== EXERCISE DATA ==
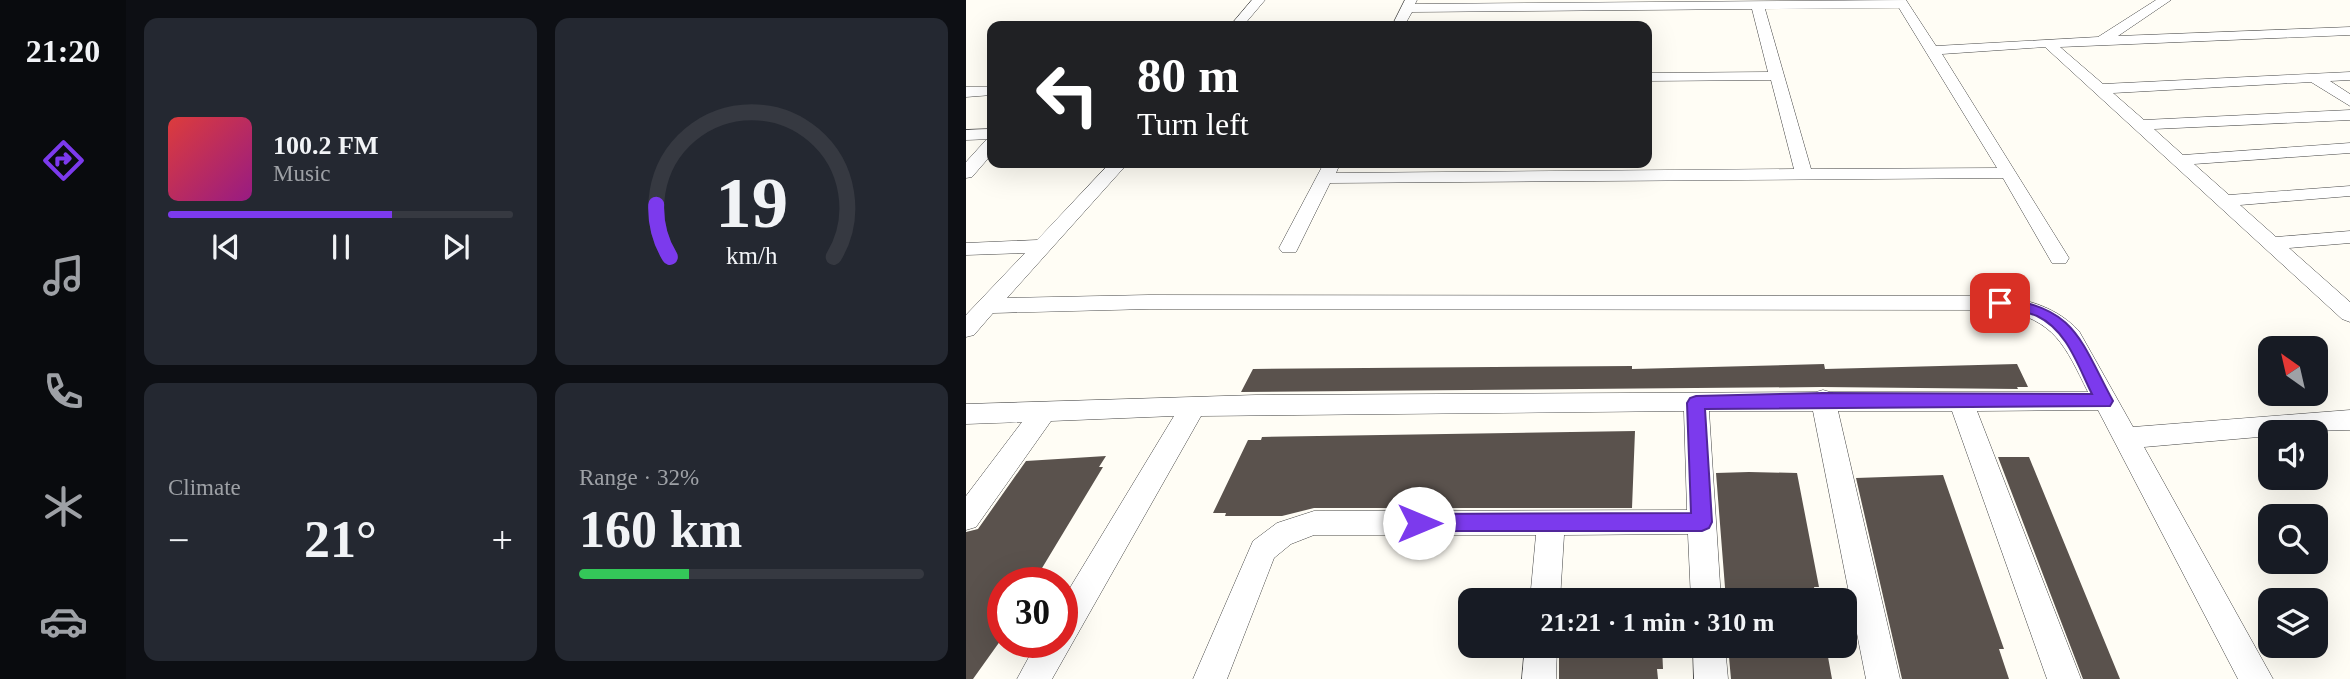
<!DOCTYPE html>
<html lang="en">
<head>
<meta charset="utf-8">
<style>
  :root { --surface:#171b24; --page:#242831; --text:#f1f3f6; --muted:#9ea1a6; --line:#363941; --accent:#7c3aed }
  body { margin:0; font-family:Georgia,serif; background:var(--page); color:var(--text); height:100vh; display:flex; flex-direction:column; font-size:26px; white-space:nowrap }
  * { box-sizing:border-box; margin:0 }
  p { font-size:23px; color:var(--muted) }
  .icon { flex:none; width:38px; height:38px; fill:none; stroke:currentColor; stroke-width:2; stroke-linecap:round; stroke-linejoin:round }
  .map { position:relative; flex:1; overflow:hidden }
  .drawer { display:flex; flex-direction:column; gap:18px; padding:18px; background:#0d0f14; width:840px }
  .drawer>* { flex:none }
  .top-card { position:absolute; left:21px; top:21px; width:665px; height:147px; border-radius:14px; box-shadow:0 7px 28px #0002; background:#202124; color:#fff; overflow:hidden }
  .needle { width:46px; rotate:326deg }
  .fabs { position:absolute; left:1292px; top:336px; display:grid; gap:14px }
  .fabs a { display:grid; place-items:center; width:70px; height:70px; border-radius:14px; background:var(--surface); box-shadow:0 7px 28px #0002; font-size:35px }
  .speed { position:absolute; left:21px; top:567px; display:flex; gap:14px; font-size:35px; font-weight:700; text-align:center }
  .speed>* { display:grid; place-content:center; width:91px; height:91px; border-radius:50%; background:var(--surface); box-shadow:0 7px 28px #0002; line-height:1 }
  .speed .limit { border:10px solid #d22; background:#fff; color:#111 }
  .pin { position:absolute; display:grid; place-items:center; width:60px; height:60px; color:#fff; margin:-30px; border-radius:14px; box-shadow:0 4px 10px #0006 }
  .me { position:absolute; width:77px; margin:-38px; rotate:90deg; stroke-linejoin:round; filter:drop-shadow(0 0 5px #0008) }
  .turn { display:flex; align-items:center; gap:24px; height:147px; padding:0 35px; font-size:32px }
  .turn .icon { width:91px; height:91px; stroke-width:2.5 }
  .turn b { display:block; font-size:49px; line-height:60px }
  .big { font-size:52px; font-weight:800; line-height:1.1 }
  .drawer .widget { flex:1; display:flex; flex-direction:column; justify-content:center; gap:10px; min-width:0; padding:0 24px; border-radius:14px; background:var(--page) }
  .drawer .dial { align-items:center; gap:0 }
  .dial svg { height:182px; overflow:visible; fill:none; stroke:var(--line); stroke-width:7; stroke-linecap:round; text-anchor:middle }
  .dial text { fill:var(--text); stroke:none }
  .song { display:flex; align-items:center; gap:21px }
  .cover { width:84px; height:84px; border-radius:10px; background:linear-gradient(135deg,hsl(0 70% 55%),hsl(310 70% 35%)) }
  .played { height:7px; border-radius:4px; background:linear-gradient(90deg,var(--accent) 65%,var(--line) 65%) }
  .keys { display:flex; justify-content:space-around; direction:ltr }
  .heat { display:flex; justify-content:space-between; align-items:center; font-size:38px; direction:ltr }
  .charge { height:10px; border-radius:5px; background:linear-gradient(90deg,#34c759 32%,var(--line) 0) }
  .drawer .tiles { flex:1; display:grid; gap:18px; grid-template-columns:repeat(2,1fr) }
  .trip { position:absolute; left:492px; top:588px; width:399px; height:70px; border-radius:14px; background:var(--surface); box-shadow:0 7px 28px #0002; font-weight:800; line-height:70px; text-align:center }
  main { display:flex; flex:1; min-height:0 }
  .tab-bar { display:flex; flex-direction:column; width:126px; justify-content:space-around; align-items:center; background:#090b0e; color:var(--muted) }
  .tab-bar .icon { width:49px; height:49px }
  .tab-bar .active { color:var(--accent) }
  .tab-bar b { font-size:32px; color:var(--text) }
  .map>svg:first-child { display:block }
</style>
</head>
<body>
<main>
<nav class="tab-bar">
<b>21:20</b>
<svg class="icon active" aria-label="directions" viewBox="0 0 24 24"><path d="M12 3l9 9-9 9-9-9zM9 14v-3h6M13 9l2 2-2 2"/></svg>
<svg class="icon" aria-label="music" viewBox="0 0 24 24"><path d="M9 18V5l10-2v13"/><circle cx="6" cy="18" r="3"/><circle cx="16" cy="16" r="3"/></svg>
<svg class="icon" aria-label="phone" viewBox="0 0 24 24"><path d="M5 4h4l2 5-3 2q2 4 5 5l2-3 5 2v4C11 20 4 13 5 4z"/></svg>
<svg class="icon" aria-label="climate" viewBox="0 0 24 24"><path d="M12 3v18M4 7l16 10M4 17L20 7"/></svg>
<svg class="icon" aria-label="car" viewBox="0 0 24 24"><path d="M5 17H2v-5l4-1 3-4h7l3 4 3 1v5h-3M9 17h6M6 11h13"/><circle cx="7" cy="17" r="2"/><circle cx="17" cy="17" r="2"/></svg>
</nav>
<section class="drawer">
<div class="tiles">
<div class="widget">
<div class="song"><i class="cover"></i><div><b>100.2 FM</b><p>Music</p></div></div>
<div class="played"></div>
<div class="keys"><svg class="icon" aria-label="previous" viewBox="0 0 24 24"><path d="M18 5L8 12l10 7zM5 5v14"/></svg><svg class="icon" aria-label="pause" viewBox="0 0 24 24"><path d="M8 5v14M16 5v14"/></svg><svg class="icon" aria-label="next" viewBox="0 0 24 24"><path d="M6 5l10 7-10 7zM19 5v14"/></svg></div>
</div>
<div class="widget dial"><svg viewBox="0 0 100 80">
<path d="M14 69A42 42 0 1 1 86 69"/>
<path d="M14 69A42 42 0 0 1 8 46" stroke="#7c3aed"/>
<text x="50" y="56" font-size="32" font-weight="700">19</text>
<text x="50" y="72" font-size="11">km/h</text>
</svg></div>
<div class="widget"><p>Climate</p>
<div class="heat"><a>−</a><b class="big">21°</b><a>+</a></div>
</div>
<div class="widget"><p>Range · 32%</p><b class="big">160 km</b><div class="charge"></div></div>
</div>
</section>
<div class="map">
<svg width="1384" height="679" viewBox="0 0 1384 679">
  <rect width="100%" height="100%" fill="#fffdf5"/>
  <!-- building -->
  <path fill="#5a524d" d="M858 364 859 369 1051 364 1062 387H1051L1052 389 856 387 275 392 287 369 666 366V369Z
    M669 431 666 508H348L316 516H259L260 513H247L282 440H295L296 437Z
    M140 456 133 467H137L67 583H37V637L7 679H0V532L12 529 60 461Z
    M1032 457H1063L1154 679H1117Z
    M783 472 831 473 853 587H848L851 600H760L750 473Z
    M977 475 1038 649H1033L1043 679H936L890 478Z
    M593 646H696L697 669H691L692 679H593Z
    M762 646H860L866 679H765Z"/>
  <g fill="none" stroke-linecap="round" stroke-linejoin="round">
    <defs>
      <path id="minor" d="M286 0H299L277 26H264Z
        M439 0H451L449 4 940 0 970 46 1132 37 1190 0H1205L1152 36 1384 27V35L1094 47 1137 84 1384 72V80L1364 81 1384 94V106L1345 82 1147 93 1178 120 1384 110V120L1188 129 1217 155 1384 143V153L1228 164 1263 195 1384 186V196L1274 205 1310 237 1384 231V243L1323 248 1384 302V322L1376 319 1079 47 976 54 1103 258 1100 263H1086L1037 178 364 183 330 252H316L313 248 358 163H370L373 166 370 173 828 169 805 80 681 81V73L802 72 786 9 446 12 438 26H426ZM933 8 1031 168 845 169 799 9Z
        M0 87H26V95L0 97Z
        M26 129V139L0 140V130Z
        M26 139V154L6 177 0 178V162L20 140Z
        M144 163H162L41 298 183 295 1034 296C1065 300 1091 308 1113 331L1167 427 1384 410V430L1304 432V436L1178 447 1307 679H1272L1132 410 1011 411 1115 679H1081L986 411H872L934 679H900L847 411H743L755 600H725L722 534 598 535 594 600H564L570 535H348L325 544 308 558 261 679H227L287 541 311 523 348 511 721 510 718 411 235 416 86 679H51L71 642H96V601L208 416 85 421 10 527 0 530V496L56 422 0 424V404L290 395 850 392 857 390 864 392H1122C1099 346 1089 319 1034 310L183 309 27 313 8 335 0 337V315L59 253 0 255V243L71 240Z
        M559 646H591L590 679H556Z
        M727 646H759L762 679H728Z"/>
    </defs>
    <!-- minor casing -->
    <use href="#minor" stroke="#444" stroke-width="1"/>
    <!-- minor -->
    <use href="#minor" fill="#fff" fill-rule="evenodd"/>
  </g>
  <!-- route -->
  <path fill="#7c3aed" stroke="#51269a" stroke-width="2" d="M1034 298C1110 307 1114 340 1147 401L1144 406 739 409 746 522 743 528 736 531H453L446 529 444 523 446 516 453 514 725 513 721 403 724 398 730 396 857 393 1126 394C1112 366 1101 330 1071 316 1057 310 1042 311 1028 307L1026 303Z"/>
</svg>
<div class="fabs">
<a><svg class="needle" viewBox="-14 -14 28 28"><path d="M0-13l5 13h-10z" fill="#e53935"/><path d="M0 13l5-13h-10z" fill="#9ea1a6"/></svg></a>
<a><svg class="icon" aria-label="sound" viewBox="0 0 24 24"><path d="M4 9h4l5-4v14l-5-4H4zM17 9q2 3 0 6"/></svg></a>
<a><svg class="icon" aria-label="search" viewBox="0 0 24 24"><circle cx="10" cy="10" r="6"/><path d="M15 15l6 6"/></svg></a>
<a><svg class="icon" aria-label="layers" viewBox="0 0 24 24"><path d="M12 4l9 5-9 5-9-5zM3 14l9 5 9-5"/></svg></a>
</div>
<div class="speed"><div class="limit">30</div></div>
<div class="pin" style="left:1034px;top:303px;background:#d93025"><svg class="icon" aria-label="arrive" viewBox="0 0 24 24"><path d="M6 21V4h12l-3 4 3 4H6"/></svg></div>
<svg class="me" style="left:453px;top:523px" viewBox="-20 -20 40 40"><circle r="19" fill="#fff"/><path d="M0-13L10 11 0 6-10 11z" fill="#7c3aed"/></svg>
<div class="trip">21:21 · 1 min · 310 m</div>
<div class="top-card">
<div class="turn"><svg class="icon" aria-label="left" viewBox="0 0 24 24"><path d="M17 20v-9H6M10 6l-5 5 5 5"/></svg><div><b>80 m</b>Turn left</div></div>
</div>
</div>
</main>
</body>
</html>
===
EXERCISE DIRECTIONS:
From the listing above, repeat exactly the lines starting at the line that includes "position:absolute; left:1292px; top:336px;" and ending at the line that includes "display:flex; justify-content:space-between; align-items:center;", with nothing outside that span.

SOLUTION TO THE PROBLEM:
  .fabs { position:absolute; left:1292px; top:336px; display:grid; gap:14px }
  .fabs a { display:grid; place-items:center; width:70px; height:70px; border-radius:14px; background:var(--surface); box-shadow:0 7px 28px #0002; font-size:35px }
  .speed { position:absolute; left:21px; top:567px; display:flex; gap:14px; font-size:35px; font-weight:700; text-align:center }
  .speed>* { display:grid; place-content:center; width:91px; height:91px; border-radius:50%; background:var(--surface); box-shadow:0 7px 28px #0002; line-height:1 }
  .speed .limit { border:10px solid #d22; background:#fff; color:#111 }
  .pin { position:absolute; display:grid; place-items:center; width:60px; height:60px; color:#fff; margin:-30px; border-radius:14px; box-shadow:0 4px 10px #0006 }
  .me { position:absolute; width:77px; margin:-38px; rotate:90deg; stroke-linejoin:round; filter:drop-shadow(0 0 5px #0008) }
  .turn { display:flex; align-items:center; gap:24px; height:147px; padding:0 35px; font-size:32px }
  .turn .icon { width:91px; height:91px; stroke-width:2.5 }
  .turn b { display:block; font-size:49px; line-height:60px }
  .big { font-size:52px; font-weight:800; line-height:1.1 }
  .drawer .widget { flex:1; display:flex; flex-direction:column; justify-content:center; gap:10px; min-width:0; padding:0 24px; border-radius:14px; background:var(--page) }
  .drawer .dial { align-items:center; gap:0 }
  .dial svg { height:182px; overflow:visible; fill:none; stroke:var(--line); stroke-width:7; stroke-linecap:round; text-anchor:middle }
  .dial text { fill:var(--text); stroke:none }
  .song { display:flex; align-items:center; gap:21px }
  .cover { width:84px; height:84px; border-radius:10px; background:linear-gradient(135deg,hsl(0 70% 55%),hsl(310 70% 35%)) }
  .played { height:7px; border-radius:4px; background:linear-gradient(90deg,var(--accent) 65%,var(--line) 65%) }
  .keys { display:flex; justify-content:space-around; direction:ltr }
  .heat { display:flex; justify-content:space-between; align-items:center; font-size:38px; direction:ltr }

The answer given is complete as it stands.